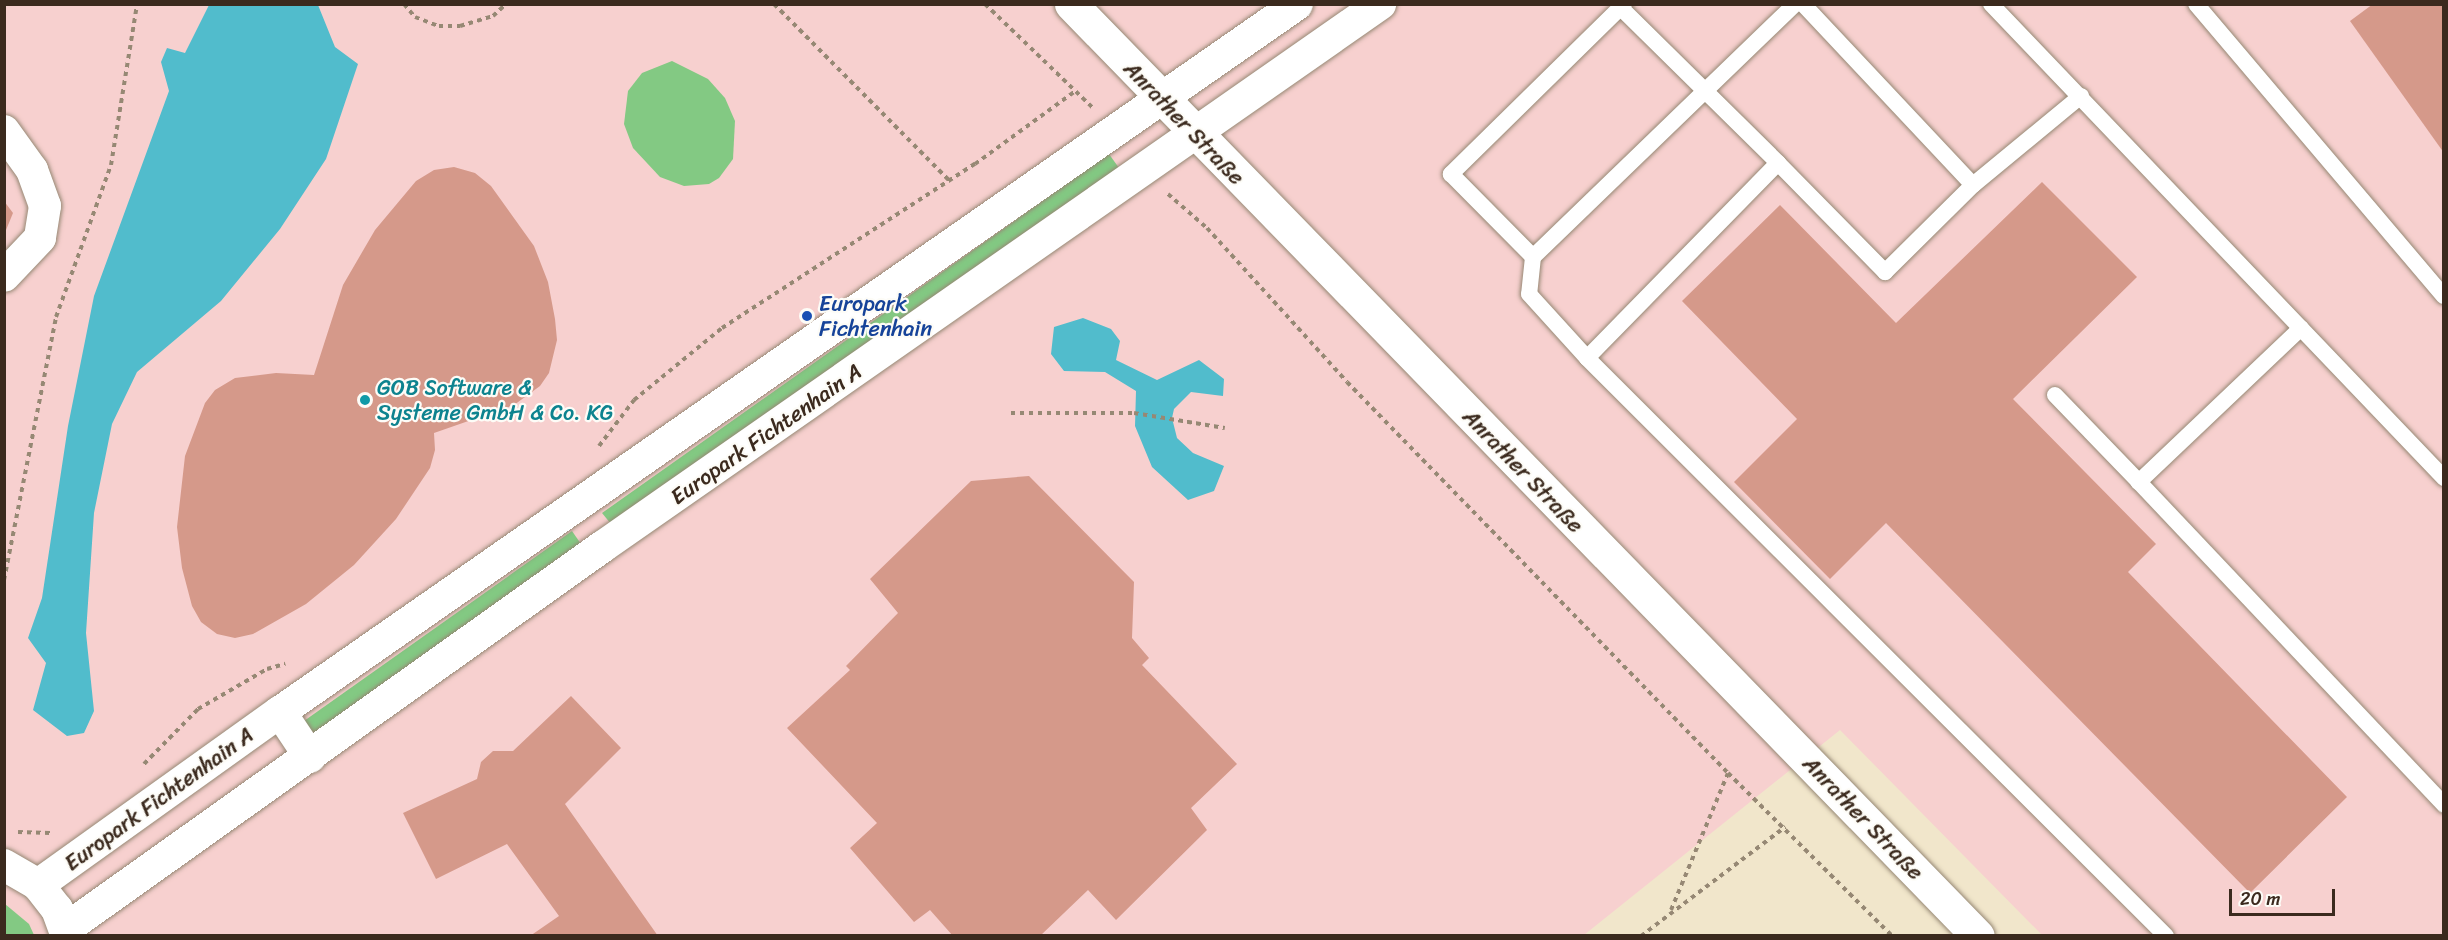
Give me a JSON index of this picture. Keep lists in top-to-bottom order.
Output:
{
  "streets": {
    "main road": ["Anrather Straße"],
    "street": ["Europark Fichtenhain A"]
  },
  "crossings": [
    ["Anrather Straße", "Europark Fichtenhain A"]
  ],
  "places": ["Europark Fichtenhain", "GOB Software & Systeme GmbH & Co. KG"],
  "scale_bar": "20 m"
}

● **About this task**: Every line of the listing is to be retyped exactly; pictures stay out.

● **Answer to this exercise**:
Give me a JSON index of this picture. Keep lists in top-to-bottom order.
Output:
{
  "streets": {
    "main road": ["Anrather Straße"],
    "street": ["Europark Fichtenhain A"]
  },
  "crossings": [
    ["Anrather Straße", "Europark Fichtenhain A"]
  ],
  "places": ["Europark Fichtenhain", "GOB Software & Systeme GmbH & Co. KG"],
  "scale_bar": "20 m"
}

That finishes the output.